(LISTED RECORDS)
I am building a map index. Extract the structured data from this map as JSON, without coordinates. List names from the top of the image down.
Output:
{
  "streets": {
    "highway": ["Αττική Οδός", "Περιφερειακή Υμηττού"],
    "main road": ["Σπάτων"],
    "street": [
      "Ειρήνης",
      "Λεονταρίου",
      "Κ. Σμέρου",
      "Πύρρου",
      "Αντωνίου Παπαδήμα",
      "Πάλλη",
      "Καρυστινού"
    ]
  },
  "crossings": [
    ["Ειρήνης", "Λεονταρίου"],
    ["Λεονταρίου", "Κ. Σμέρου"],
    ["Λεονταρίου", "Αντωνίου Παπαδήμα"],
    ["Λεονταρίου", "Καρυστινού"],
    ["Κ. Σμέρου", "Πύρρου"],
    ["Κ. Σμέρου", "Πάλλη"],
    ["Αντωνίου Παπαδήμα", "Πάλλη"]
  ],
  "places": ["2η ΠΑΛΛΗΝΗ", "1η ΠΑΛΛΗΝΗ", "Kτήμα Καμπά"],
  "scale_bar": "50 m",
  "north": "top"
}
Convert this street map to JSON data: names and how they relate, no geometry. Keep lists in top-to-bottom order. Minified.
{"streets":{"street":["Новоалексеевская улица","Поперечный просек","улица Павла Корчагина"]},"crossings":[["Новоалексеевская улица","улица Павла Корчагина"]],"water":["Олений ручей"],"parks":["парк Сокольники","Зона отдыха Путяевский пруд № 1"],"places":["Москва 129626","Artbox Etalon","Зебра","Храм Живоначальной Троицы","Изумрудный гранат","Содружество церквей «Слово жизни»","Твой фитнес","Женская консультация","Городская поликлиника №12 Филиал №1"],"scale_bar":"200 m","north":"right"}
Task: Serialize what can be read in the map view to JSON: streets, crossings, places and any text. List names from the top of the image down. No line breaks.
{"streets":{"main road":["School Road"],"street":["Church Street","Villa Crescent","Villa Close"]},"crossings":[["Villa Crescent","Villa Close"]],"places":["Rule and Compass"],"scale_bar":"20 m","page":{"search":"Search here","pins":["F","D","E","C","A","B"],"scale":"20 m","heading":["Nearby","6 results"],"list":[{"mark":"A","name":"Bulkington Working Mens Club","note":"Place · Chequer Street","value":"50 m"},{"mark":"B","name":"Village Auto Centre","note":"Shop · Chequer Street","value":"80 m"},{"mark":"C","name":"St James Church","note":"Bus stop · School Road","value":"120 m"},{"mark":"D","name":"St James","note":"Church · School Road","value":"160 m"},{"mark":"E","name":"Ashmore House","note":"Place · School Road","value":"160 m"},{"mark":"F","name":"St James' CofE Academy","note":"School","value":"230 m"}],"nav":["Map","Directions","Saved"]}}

(HOW TO COMPLETE THIS TASK) Please restate every record above word for word.

(TASK SOLUTION)
I am building a map index. Extract the structured data from this map as JSON, without coordinates. List names from the top of the image down.
Output:
{
  "streets": {
    "highway": ["Αττική Οδός", "Περιφερειακή Υμηττού"],
    "main road": ["Σπάτων"],
    "street": [
      "Ειρήνης",
      "Λεονταρίου",
      "Κ. Σμέρου",
      "Πύρρου",
      "Αντωνίου Παπαδήμα",
      "Πάλλη",
      "Καρυστινού"
    ]
  },
  "crossings": [
    ["Ειρήνης", "Λεονταρίου"],
    ["Λεονταρίου", "Κ. Σμέρου"],
    ["Λεονταρίου", "Αντωνίου Παπαδήμα"],
    ["Λεονταρίου", "Καρυστινού"],
    ["Κ. Σμέρου", "Πύρρου"],
    ["Κ. Σμέρου", "Πάλλη"],
    ["Αντωνίου Παπαδήμα", "Πάλλη"]
  ],
  "places": ["2η ΠΑΛΛΗΝΗ", "1η ΠΑΛΛΗΝΗ", "Kτήμα Καμπά"],
  "scale_bar": "50 m",
  "north": "top"
}
Convert this street map to JSON data: names and how they relate, no geometry. Keep lists in top-to-bottom order. Minified.
{"streets":{"street":["Новоалексеевская улица","Поперечный просек","улица Павла Корчагина"]},"crossings":[["Новоалексеевская улица","улица Павла Корчагина"]],"water":["Олений ручей"],"parks":["парк Сокольники","Зона отдыха Путяевский пруд № 1"],"places":["Москва 129626","Artbox Etalon","Зебра","Храм Живоначальной Троицы","Изумрудный гранат","Содружество церквей «Слово жизни»","Твой фитнес","Женская консультация","Городская поликлиника №12 Филиал №1"],"scale_bar":"200 m","north":"right"}
Task: Serialize what can be read in the map view to JSON: streets, crossings, places and any text. List names from the top of the image down. No line breaks.
{"streets":{"main road":["School Road"],"street":["Church Street","Villa Crescent","Villa Close"]},"crossings":[["Villa Crescent","Villa Close"]],"places":["Rule and Compass"],"scale_bar":"20 m","page":{"search":"Search here","pins":["F","D","E","C","A","B"],"scale":"20 m","heading":["Nearby","6 results"],"list":[{"mark":"A","name":"Bulkington Working Mens Club","note":"Place · Chequer Street","value":"50 m"},{"mark":"B","name":"Village Auto Centre","note":"Shop · Chequer Street","value":"80 m"},{"mark":"C","name":"St James Church","note":"Bus stop · School Road","value":"120 m"},{"mark":"D","name":"St James","note":"Church · School Road","value":"160 m"},{"mark":"E","name":"Ashmore House","note":"Place · School Road","value":"160 m"},{"mark":"F","name":"St James' CofE Academy","note":"School","value":"230 m"}],"nav":["Map","Directions","Saved"]}}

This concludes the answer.